### Records shown
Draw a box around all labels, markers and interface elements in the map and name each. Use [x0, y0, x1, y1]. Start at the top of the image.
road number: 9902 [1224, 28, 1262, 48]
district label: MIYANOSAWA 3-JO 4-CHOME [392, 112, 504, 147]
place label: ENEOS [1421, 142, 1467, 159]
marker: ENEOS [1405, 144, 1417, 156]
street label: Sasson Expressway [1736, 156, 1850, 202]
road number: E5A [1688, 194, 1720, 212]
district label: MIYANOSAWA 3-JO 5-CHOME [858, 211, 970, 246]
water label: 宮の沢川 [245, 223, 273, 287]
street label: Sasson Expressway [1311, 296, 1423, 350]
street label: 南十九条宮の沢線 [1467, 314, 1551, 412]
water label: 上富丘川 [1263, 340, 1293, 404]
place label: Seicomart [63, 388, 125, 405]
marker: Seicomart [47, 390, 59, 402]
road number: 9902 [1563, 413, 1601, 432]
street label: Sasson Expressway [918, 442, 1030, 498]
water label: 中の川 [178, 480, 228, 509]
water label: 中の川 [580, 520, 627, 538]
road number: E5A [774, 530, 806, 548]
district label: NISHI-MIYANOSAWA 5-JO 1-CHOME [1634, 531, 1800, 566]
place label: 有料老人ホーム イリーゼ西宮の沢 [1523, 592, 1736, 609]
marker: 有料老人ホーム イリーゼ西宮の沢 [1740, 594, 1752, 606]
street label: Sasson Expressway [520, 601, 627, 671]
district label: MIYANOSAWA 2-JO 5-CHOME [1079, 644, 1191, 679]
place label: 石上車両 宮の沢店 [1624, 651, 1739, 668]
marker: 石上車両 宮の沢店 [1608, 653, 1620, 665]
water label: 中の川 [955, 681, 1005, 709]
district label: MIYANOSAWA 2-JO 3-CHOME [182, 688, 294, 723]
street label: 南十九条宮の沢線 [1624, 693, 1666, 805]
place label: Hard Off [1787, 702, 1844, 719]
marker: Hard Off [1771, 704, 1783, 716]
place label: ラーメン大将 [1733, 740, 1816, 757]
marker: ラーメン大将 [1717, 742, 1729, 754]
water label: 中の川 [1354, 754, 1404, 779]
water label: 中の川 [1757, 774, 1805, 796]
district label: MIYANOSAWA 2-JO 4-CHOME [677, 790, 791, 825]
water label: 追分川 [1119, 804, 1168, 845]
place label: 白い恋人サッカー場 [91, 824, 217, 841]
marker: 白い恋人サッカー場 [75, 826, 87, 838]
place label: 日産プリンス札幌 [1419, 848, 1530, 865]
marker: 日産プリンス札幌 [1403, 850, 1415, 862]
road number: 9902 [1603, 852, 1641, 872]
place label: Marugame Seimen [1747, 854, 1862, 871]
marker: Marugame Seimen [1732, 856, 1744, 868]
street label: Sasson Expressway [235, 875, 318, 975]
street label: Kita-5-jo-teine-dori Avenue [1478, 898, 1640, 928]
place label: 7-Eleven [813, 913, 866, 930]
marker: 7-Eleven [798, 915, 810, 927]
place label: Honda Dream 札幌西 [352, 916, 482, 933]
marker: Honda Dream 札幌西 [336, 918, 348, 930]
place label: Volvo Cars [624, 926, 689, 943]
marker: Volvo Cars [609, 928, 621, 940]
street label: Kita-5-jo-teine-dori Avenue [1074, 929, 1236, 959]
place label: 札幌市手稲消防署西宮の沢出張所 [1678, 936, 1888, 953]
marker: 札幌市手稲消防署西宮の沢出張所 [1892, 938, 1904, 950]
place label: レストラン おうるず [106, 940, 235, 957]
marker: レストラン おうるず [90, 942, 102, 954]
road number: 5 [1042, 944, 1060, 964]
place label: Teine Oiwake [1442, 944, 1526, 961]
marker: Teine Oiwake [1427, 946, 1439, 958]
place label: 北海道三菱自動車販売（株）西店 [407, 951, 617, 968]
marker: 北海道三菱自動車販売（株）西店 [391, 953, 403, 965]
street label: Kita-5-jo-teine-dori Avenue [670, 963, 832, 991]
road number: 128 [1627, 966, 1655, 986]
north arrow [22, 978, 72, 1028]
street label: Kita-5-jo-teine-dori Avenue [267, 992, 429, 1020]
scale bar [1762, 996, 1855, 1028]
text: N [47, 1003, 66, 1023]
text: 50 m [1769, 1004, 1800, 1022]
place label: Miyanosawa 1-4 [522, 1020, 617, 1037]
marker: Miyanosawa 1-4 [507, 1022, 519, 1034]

### Task statement
Give all the entries again exactly; leave none out.

### Solution to the exercise
Draw a box around all labels, markers and interface elements in the map and name each. Use [x0, y0, x1, y1]. Start at the top of the image.
road number: 9902 [1224, 28, 1262, 48]
district label: MIYANOSAWA 3-JO 4-CHOME [392, 112, 504, 147]
place label: ENEOS [1421, 142, 1467, 159]
marker: ENEOS [1405, 144, 1417, 156]
street label: Sasson Expressway [1736, 156, 1850, 202]
road number: E5A [1688, 194, 1720, 212]
district label: MIYANOSAWA 3-JO 5-CHOME [858, 211, 970, 246]
water label: 宮の沢川 [245, 223, 273, 287]
street label: Sasson Expressway [1311, 296, 1423, 350]
street label: 南十九条宮の沢線 [1467, 314, 1551, 412]
water label: 上富丘川 [1263, 340, 1293, 404]
place label: Seicomart [63, 388, 125, 405]
marker: Seicomart [47, 390, 59, 402]
road number: 9902 [1563, 413, 1601, 432]
street label: Sasson Expressway [918, 442, 1030, 498]
water label: 中の川 [178, 480, 228, 509]
water label: 中の川 [580, 520, 627, 538]
road number: E5A [774, 530, 806, 548]
district label: NISHI-MIYANOSAWA 5-JO 1-CHOME [1634, 531, 1800, 566]
place label: 有料老人ホーム イリーゼ西宮の沢 [1523, 592, 1736, 609]
marker: 有料老人ホーム イリーゼ西宮の沢 [1740, 594, 1752, 606]
street label: Sasson Expressway [520, 601, 627, 671]
district label: MIYANOSAWA 2-JO 5-CHOME [1079, 644, 1191, 679]
place label: 石上車両 宮の沢店 [1624, 651, 1739, 668]
marker: 石上車両 宮の沢店 [1608, 653, 1620, 665]
water label: 中の川 [955, 681, 1005, 709]
district label: MIYANOSAWA 2-JO 3-CHOME [182, 688, 294, 723]
street label: 南十九条宮の沢線 [1624, 693, 1666, 805]
place label: Hard Off [1787, 702, 1844, 719]
marker: Hard Off [1771, 704, 1783, 716]
place label: ラーメン大将 [1733, 740, 1816, 757]
marker: ラーメン大将 [1717, 742, 1729, 754]
water label: 中の川 [1354, 754, 1404, 779]
water label: 中の川 [1757, 774, 1805, 796]
district label: MIYANOSAWA 2-JO 4-CHOME [677, 790, 791, 825]
water label: 追分川 [1119, 804, 1168, 845]
place label: 白い恋人サッカー場 [91, 824, 217, 841]
marker: 白い恋人サッカー場 [75, 826, 87, 838]
place label: 日産プリンス札幌 [1419, 848, 1530, 865]
marker: 日産プリンス札幌 [1403, 850, 1415, 862]
road number: 9902 [1603, 852, 1641, 872]
place label: Marugame Seimen [1747, 854, 1862, 871]
marker: Marugame Seimen [1732, 856, 1744, 868]
street label: Sasson Expressway [235, 875, 318, 975]
street label: Kita-5-jo-teine-dori Avenue [1478, 898, 1640, 928]
place label: 7-Eleven [813, 913, 866, 930]
marker: 7-Eleven [798, 915, 810, 927]
place label: Honda Dream 札幌西 [352, 916, 482, 933]
marker: Honda Dream 札幌西 [336, 918, 348, 930]
place label: Volvo Cars [624, 926, 689, 943]
marker: Volvo Cars [609, 928, 621, 940]
street label: Kita-5-jo-teine-dori Avenue [1074, 929, 1236, 959]
place label: 札幌市手稲消防署西宮の沢出張所 [1678, 936, 1888, 953]
marker: 札幌市手稲消防署西宮の沢出張所 [1892, 938, 1904, 950]
place label: レストラン おうるず [106, 940, 235, 957]
marker: レストラン おうるず [90, 942, 102, 954]
road number: 5 [1042, 944, 1060, 964]
place label: Teine Oiwake [1442, 944, 1526, 961]
marker: Teine Oiwake [1427, 946, 1439, 958]
place label: 北海道三菱自動車販売（株）西店 [407, 951, 617, 968]
marker: 北海道三菱自動車販売（株）西店 [391, 953, 403, 965]
street label: Kita-5-jo-teine-dori Avenue [670, 963, 832, 991]
road number: 128 [1627, 966, 1655, 986]
north arrow [22, 978, 72, 1028]
street label: Kita-5-jo-teine-dori Avenue [267, 992, 429, 1020]
scale bar [1762, 996, 1855, 1028]
text: N [47, 1003, 66, 1023]
text: 50 m [1769, 1004, 1800, 1022]
place label: Miyanosawa 1-4 [522, 1020, 617, 1037]
marker: Miyanosawa 1-4 [507, 1022, 519, 1034]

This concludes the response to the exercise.